According to RFC 2326? I think so. From sections C.1 and C.2, it looks like there should be a session-level control
if aggregate control is possible, eg a single PLAY
command that starts all the streams (that have been set up). You quoted a presentation with a video and audio stream that I imagine are supposed to be started with a single PLAY
. So I think the server is not compliant with RFC 2326.
But this isn't the first broken camera I've seen, and I prefer actually working with real cameras over strict RFC compliance, so I'd like to fix this.
How did your client get the av0_0
component? I don't see that in the DESCRIBE
response; what was the original DESCRIBE
URL?
This is a well sold camera on aliexpress (VStarcam) that worked with all the clients I tested, specifically with ZLMediakit in C++.
rtsp://192.168.1.198:10554/tcp/av0_0
is the original URL gathered from ONVIF calls.
ok, turns out that in https://github.com/scottlamb/retina/blob/b1db9a9e8b94ff7077050cc26be0a50cbf1bd58e/src/client/parse.rs#L289, we have:
} else if a.key == "control" {
control = a
.value
.as_deref()
.map(|c| join_control(base_url, c))
.transpose()?;
alt_control = a
.value
.as_deref()
.map(|c| join_control(alt_base_url, c))
.transpose()?;
}
base_url
is rtsp://192.168.1.198:10554/tcp/av0_0
while alt_base_url
is rtsp://192.168.1.198:10554/tcp/av0_0/
. When join_control(______, c)
is called on these URLs, in the first one, base_url
, we get rtsp://192.168.1.198:10554/tcp/track0
, which is wrong. In the second one, we get rtsp://192.168.1.198:10554/tcp/av0_0/track0
, which is right and makes the camera server respond to the SETUP.

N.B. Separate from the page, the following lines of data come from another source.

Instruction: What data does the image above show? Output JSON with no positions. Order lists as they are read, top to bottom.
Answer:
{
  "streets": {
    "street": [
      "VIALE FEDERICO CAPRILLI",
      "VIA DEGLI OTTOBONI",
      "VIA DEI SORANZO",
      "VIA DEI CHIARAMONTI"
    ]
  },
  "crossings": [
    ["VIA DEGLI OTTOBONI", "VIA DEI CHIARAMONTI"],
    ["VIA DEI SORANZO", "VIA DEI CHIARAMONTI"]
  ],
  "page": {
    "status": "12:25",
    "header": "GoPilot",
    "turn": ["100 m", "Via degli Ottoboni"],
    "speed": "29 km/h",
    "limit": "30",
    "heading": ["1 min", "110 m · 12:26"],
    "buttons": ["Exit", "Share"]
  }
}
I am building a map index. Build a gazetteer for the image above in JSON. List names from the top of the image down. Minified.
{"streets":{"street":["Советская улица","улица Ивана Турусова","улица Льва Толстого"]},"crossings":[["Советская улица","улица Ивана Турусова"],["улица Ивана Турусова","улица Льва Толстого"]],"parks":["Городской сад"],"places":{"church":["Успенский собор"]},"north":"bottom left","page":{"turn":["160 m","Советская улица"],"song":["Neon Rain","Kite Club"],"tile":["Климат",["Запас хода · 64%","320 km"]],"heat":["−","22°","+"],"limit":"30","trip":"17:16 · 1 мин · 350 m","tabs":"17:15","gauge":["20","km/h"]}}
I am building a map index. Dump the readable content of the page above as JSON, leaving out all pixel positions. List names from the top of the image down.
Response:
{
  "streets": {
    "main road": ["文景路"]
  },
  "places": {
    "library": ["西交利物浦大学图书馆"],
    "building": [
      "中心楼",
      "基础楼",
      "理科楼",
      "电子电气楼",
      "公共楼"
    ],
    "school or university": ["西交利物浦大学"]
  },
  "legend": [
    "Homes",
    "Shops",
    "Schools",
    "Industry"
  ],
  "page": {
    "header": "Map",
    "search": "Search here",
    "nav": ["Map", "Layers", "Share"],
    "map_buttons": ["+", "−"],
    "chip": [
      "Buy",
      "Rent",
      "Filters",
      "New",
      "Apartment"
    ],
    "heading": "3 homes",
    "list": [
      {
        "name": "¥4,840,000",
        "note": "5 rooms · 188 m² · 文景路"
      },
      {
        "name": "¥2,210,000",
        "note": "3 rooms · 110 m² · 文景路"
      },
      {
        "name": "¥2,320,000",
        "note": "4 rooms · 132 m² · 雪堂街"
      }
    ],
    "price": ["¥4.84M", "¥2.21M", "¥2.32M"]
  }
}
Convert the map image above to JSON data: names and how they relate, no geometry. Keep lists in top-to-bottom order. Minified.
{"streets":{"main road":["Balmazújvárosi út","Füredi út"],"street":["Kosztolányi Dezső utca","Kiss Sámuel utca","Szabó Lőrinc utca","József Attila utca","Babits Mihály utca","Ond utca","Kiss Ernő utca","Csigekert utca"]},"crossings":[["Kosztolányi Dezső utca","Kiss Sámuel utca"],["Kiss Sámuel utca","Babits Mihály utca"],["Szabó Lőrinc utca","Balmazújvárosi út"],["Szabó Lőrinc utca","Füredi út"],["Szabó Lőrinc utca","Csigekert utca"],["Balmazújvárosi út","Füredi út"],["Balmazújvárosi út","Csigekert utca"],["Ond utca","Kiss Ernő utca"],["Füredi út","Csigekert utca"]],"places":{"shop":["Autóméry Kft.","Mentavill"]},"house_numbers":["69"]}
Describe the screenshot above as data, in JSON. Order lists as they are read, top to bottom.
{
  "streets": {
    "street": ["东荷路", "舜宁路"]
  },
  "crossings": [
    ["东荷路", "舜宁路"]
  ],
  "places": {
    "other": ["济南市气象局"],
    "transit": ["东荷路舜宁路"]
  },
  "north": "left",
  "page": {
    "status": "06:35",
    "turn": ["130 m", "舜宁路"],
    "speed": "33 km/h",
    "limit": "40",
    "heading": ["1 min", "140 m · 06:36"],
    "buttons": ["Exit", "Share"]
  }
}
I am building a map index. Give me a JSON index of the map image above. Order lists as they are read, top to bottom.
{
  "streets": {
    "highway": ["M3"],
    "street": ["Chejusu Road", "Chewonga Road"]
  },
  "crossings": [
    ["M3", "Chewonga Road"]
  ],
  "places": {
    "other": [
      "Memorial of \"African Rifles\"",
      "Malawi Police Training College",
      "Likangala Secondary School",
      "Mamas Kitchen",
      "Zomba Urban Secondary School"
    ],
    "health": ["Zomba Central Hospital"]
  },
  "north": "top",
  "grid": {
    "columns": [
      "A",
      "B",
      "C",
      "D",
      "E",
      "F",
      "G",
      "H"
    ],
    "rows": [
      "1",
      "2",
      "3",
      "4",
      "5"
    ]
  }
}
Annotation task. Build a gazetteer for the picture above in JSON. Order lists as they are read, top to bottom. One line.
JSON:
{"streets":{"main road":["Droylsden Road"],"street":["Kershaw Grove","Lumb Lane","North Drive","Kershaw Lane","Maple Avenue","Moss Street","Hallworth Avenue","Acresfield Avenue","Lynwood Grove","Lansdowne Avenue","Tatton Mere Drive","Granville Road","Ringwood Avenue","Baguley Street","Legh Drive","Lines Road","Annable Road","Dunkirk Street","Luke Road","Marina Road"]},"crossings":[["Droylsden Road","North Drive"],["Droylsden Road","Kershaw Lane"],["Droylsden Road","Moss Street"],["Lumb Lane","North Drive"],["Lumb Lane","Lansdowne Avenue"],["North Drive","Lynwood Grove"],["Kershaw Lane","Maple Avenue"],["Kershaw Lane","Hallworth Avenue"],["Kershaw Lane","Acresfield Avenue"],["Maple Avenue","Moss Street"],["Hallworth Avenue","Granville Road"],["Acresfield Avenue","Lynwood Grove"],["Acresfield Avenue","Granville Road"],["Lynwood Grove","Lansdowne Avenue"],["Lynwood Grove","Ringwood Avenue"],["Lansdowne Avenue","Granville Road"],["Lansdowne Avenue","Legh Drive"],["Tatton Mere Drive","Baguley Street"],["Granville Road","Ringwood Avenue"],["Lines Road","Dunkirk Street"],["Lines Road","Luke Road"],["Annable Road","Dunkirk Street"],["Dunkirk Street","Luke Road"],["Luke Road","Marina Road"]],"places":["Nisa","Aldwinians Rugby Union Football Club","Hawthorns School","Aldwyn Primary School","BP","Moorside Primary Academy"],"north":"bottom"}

What you think should be done? Is calling join
on a URL without /
in the end simply replacing the last url 'node'?
I changed to
control = a
.value
.as_deref()
.map(|c| join_control(alt_base_url, c))
.transpose()?;
that is, I ignored base_url
and setted no alt_control
, and it worked. At least up to the PLAY:
thread 'retina_client_cam1' panicked at 'called
Result::unwrap()on an
Errvalue: RtspResponseError { conn_ctx: ConnectionContext { local_addr: 172.17.0.2:40216, peer_addr: 192.168.1.198:10554, established_wall: WallTime(Timespec { sec: 1627326108, nsec: 249319267 }), established: Instant { tv_sec: 331582, tv_nsec: 624545829 } }, msg_ctx: RtspMessageContext { pos: 782, received_wall: WallTime(Timespec { sec: 1627326109, nsec: 547855062 }), received: Instant { tv_sec: 331583, tv_nsec: 923080738 } }, method: Play, cseq: 4, status: Ok, description: "PLAY response has no RTP-Info header" }', /home/dev/orwell/liborwell/src/rtsp/retina_client.rs:141:40
but I'll investigate this after I finish fixing the url control error.
So my interpretation of joining the urls is to do it as in the URL/HTTP specifications. I'm on my phone so I can't quote them now. But other clients—at least ffmpeg—just append a / to the base and concatenate no matter what. They don't even look for a ?
that starts a query string first. I think this is wrong but it seems consistent with what some cameras expect. My alt_control
was an attempt to meet their expectations when interpreting the RTP-Info
of the PLAY
response. I'm not sure what we should do when deciding what URL to send for SETUP
. Maybe we should just do the more popular thing even if seems wrong, or have a quirks/options/policy knob to let the caller decide (maybe based on a config file), or try one and then the other on error. /shruggie I'm open to ideas...
Do you mean that some cameras actually expect rtsp://192.168.1.198:10554/tcp/av0_0
to be rtsp://192.168.1.198:10554/tcp/track0
when a control attribute is chosen?
I think ffmpeg approach is ok, it's the best chance of success, because lots of cameras might actually get tested on it.
I don't remember what the RFC says about joining the URL, and I don't even remember reading about the control attribute. I just made it work on my client by reading other clients.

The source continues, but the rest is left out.